Percepat Proyek PSEL Cicukang, Pemkab Bandung Gandeng Investor Tiongkok

Rabu, 01 Jul 2026, 18:10 WIB

BANDUNG, JAWA BARAT - Pemerintah Kabupaten (Pemkab) Bandung, Jawa Barat, menggandeng investor asal Tiongkok untuk mempercepat pembangunan Pengolahan Sampah menjadi Energi Listrik (PSEL) di Oxbow Cicukang, Margaasih, sebagai upaya meningkatkan kapasitas pengelolaan sampah.

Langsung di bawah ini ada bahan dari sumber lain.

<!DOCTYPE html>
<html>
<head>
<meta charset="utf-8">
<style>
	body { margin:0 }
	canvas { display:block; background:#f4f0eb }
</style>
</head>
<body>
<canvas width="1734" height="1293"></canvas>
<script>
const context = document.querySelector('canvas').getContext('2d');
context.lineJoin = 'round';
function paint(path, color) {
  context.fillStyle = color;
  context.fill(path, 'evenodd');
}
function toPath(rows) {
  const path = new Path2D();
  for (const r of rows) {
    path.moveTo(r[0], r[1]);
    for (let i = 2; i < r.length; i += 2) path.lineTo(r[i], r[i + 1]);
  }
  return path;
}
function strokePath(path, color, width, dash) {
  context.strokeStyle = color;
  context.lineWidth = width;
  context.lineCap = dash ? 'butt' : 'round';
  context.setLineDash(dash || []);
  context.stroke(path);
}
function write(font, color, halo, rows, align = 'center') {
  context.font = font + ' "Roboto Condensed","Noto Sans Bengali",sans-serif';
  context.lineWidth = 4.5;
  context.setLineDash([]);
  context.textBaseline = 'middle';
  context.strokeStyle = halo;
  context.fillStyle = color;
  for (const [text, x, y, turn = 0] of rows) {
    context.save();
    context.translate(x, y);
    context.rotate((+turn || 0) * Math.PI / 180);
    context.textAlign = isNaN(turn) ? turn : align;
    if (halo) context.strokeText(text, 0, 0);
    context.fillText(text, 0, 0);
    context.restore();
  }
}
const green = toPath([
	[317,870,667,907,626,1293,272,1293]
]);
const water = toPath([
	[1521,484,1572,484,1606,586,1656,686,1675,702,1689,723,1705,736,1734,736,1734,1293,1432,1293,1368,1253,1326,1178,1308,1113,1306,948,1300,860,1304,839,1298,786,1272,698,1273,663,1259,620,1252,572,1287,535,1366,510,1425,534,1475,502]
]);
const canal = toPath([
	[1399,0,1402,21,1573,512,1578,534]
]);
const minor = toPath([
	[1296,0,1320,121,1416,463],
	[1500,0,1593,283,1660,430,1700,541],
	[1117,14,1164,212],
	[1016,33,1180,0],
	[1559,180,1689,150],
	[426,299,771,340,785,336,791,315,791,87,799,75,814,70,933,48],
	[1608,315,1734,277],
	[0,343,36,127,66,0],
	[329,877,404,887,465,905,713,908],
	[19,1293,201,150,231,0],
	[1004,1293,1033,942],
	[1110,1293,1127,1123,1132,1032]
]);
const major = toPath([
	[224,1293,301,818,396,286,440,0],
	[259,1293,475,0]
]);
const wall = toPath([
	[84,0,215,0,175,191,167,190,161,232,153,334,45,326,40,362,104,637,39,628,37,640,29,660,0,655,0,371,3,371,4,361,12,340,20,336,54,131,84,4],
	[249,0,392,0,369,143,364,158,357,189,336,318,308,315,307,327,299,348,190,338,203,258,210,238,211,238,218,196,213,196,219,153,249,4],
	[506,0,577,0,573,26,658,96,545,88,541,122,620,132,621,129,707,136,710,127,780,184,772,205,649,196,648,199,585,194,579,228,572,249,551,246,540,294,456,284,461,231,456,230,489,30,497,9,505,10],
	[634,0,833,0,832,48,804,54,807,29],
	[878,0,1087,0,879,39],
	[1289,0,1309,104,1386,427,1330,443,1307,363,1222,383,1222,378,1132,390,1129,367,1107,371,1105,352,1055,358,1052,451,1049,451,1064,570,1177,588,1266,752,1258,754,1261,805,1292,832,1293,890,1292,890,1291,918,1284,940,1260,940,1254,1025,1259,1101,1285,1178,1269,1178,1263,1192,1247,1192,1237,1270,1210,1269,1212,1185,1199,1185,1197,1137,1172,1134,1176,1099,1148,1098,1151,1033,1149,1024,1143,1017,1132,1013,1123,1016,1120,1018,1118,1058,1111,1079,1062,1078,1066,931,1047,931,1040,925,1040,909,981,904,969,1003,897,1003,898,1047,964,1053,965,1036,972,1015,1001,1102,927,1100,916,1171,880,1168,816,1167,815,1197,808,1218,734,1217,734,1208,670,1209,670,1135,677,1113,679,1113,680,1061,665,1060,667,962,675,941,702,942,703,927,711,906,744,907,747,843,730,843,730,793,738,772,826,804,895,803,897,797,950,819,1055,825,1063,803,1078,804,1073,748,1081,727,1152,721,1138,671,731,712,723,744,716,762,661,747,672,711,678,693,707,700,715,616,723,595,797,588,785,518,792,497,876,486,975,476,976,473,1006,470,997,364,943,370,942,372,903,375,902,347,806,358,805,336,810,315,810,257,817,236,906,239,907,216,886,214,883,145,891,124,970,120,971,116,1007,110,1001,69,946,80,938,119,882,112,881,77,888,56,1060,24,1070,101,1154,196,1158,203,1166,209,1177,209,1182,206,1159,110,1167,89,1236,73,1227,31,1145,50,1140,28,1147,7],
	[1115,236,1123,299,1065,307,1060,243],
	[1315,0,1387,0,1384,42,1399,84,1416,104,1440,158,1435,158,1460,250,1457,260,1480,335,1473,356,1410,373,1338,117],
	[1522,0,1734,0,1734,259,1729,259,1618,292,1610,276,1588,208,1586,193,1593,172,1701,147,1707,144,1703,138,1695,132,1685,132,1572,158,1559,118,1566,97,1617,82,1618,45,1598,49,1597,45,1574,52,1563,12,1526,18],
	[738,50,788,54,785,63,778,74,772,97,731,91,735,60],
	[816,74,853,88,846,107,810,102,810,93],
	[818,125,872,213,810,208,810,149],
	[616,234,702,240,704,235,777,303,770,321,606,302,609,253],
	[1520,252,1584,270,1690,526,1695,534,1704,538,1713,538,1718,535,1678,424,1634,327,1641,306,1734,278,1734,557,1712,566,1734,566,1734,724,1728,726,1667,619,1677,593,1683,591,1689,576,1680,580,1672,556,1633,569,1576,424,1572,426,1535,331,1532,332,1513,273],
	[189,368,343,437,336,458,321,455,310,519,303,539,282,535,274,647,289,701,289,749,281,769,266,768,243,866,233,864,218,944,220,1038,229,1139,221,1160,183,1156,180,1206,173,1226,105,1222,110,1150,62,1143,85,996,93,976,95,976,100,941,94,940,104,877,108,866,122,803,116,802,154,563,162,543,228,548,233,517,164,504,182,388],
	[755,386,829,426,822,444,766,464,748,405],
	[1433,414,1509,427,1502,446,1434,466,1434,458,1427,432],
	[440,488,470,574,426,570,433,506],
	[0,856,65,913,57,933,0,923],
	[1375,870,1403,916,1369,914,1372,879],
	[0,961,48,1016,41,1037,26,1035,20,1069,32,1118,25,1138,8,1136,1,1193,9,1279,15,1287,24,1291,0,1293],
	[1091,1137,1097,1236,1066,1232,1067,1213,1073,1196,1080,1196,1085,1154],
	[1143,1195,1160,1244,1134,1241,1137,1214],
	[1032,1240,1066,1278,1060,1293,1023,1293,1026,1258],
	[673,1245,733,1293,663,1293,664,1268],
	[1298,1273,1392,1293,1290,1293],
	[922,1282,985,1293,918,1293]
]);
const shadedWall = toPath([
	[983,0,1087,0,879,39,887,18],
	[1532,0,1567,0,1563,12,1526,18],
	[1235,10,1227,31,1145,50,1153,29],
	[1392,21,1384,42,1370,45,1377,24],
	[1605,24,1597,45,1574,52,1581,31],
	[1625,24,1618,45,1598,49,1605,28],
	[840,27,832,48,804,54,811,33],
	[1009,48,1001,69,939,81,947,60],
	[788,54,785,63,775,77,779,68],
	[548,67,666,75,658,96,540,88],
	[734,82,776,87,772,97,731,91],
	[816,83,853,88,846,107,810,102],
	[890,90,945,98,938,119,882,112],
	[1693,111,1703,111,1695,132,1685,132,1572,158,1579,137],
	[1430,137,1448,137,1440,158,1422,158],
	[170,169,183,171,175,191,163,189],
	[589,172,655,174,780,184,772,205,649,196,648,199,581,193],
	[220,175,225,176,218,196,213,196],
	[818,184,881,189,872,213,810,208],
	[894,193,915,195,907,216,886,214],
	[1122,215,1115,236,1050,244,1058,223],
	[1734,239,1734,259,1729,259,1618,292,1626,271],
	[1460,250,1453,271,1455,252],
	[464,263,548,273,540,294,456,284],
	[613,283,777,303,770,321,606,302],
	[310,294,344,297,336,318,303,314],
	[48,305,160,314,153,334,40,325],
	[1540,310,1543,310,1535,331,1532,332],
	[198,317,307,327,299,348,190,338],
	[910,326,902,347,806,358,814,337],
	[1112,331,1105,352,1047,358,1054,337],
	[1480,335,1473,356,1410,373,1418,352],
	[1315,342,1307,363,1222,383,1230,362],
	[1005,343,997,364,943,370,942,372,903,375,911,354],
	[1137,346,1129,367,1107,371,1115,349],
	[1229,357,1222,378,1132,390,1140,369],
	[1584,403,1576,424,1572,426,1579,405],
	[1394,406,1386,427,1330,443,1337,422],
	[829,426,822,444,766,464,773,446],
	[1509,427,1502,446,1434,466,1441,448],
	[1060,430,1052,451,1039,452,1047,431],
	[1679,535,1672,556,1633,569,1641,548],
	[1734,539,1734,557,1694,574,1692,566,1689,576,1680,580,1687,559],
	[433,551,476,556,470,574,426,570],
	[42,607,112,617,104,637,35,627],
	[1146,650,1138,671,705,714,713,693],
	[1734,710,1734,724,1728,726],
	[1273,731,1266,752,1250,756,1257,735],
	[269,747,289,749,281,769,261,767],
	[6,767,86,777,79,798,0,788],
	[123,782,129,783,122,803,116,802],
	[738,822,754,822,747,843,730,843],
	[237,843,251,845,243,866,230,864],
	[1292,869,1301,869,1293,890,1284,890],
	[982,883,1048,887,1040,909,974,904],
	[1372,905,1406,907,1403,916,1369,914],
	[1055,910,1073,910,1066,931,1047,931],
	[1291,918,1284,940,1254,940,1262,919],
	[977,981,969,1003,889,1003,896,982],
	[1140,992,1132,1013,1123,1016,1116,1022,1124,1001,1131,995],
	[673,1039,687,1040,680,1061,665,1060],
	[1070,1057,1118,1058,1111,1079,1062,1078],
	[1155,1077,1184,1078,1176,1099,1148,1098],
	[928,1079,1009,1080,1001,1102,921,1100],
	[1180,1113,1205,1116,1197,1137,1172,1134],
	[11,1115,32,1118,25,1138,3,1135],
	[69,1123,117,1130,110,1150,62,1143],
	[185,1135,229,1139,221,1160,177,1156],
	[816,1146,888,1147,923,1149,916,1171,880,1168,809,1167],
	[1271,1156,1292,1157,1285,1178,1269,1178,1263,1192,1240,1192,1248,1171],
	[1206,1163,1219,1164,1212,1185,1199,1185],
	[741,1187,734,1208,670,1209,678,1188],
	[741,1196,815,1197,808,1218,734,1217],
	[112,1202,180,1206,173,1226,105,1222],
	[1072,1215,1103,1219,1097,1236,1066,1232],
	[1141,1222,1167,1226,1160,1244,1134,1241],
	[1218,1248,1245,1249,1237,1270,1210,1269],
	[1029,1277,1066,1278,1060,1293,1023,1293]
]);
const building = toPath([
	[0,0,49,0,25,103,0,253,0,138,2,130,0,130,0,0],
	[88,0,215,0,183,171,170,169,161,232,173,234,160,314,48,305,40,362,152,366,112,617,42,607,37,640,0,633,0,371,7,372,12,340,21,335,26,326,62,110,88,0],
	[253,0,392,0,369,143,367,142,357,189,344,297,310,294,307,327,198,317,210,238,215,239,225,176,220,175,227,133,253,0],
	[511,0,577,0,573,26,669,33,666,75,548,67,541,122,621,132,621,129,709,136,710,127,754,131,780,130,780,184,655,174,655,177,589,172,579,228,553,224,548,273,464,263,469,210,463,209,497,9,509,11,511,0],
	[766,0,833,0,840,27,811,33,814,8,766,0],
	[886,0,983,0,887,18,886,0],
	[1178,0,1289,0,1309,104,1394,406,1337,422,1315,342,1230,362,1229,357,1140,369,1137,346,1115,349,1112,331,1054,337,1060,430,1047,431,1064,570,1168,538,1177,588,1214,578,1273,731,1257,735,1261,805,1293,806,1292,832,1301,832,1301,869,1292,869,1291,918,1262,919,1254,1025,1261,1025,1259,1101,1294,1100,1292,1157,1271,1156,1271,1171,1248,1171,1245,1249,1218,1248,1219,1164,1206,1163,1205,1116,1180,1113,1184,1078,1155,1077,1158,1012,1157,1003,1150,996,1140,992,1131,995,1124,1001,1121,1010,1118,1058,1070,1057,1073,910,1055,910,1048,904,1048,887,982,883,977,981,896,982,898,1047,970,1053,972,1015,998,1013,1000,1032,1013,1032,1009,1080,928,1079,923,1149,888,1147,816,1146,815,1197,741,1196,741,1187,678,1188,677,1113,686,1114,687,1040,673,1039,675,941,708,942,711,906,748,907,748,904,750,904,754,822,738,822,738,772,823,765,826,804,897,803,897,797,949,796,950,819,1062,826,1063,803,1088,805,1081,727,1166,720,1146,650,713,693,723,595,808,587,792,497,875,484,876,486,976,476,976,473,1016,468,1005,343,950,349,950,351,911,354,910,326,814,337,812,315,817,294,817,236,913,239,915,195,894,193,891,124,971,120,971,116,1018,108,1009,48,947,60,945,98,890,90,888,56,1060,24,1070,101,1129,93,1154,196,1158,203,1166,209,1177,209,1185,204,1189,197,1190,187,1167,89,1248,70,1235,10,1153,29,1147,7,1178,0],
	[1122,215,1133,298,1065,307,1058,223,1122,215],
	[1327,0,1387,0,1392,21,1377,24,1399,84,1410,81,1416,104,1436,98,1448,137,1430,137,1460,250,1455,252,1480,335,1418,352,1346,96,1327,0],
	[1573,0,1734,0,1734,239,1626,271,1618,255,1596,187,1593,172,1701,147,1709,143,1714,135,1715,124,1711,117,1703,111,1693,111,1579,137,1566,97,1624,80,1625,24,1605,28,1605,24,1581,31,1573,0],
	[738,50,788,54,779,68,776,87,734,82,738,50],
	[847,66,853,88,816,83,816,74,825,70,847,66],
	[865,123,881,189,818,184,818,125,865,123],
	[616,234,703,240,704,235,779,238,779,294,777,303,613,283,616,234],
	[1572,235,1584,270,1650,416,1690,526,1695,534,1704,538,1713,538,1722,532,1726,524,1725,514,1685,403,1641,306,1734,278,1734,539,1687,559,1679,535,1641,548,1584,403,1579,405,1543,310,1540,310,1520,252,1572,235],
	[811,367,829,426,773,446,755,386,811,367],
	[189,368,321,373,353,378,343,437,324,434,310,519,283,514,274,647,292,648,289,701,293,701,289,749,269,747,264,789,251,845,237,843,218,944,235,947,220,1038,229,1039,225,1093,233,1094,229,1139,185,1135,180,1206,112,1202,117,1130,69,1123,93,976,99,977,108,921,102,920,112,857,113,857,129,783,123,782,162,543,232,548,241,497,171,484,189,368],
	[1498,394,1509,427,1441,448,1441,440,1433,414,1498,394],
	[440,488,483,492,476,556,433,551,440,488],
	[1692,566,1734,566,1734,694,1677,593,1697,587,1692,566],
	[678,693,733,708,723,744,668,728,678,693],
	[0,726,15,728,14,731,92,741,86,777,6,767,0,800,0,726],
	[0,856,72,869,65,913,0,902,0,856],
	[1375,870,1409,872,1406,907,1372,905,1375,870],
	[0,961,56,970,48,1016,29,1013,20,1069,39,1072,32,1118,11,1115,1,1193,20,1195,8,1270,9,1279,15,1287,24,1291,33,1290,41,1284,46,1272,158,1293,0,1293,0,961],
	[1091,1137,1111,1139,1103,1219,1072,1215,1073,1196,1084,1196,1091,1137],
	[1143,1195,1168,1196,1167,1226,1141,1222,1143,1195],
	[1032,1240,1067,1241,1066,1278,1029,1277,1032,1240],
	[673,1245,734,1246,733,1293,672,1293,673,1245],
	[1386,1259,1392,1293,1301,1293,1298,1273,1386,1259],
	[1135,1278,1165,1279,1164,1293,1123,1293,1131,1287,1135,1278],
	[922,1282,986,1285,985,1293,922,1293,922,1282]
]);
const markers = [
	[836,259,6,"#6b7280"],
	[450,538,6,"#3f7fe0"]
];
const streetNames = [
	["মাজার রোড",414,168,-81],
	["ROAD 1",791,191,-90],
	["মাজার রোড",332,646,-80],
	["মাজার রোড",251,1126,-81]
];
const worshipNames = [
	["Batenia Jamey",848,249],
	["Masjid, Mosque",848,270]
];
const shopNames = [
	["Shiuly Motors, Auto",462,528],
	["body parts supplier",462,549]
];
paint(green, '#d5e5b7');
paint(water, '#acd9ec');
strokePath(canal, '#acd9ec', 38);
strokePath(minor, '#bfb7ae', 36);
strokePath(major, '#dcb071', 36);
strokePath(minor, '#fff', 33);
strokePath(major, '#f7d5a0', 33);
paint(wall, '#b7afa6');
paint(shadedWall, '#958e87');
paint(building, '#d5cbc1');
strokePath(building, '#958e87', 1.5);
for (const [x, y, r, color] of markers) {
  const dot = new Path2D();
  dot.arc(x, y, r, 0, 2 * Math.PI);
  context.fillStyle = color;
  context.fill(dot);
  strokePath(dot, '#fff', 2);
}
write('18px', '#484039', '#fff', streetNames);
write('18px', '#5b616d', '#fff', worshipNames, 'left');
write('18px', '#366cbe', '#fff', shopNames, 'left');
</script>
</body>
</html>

Bupati Bandung Dadang Supriatna di Bandung, Rabu 91/7), mengatakan pihak investor bersama perwakilan Kementerian Dalam Negeri (Kemendagri) telah meninjau langsung lokasi proyek sebagai tindak lanjut percepatan pembangunan PSEL di Kabupaten Bandung.

Ket. Foto: Sejumlah alat pencacah sampah berjejer di Tempat Pembuangan Sampah Terpadu (TPST) Oxbow Cicukang Margaasih, Kabupaten Bandung, Jawa Barat. — Sumber: ANTARA/Ilham Nugraha.

"Perwakilan yang ditugaskan langsung oleh Pak Menteri Dalam Negeri hadir. Alhamdulillah investor dari Tiongkok juga hadir untuk melihat langsung kesiapan lokasi," katanya.

Menurut dia, pembangunan PSEL tersebut dinilai menjadi kebutuhan mendesak karena Kabupaten Bandung memproduksi sampah dengan angka sekitar 1.800 ton per hari.

Sementara itu, kuota pengangkutan ke Tempat Pembuangan Akhir (TPA) Sarimukti hanya sekitar 280 ton per hari atau sekitar 15 persen dari total timbulan sampah.

Pemerintah Kabupaten Bandung juga menyiapkan pembebasan lahan, pelebaran akses jalan, hingga penyusunan nota kesepahaman (MoU) bersama investor dan pemerintah pusat sebagai tahapan percepatan pembangunan PSEL.

"Lokasinya sudah clear, lahan siap dibebaskan, jalan juga siap dilebarkan. Tidak ada alasan lagi untuk menunda-nunda," ujarnya.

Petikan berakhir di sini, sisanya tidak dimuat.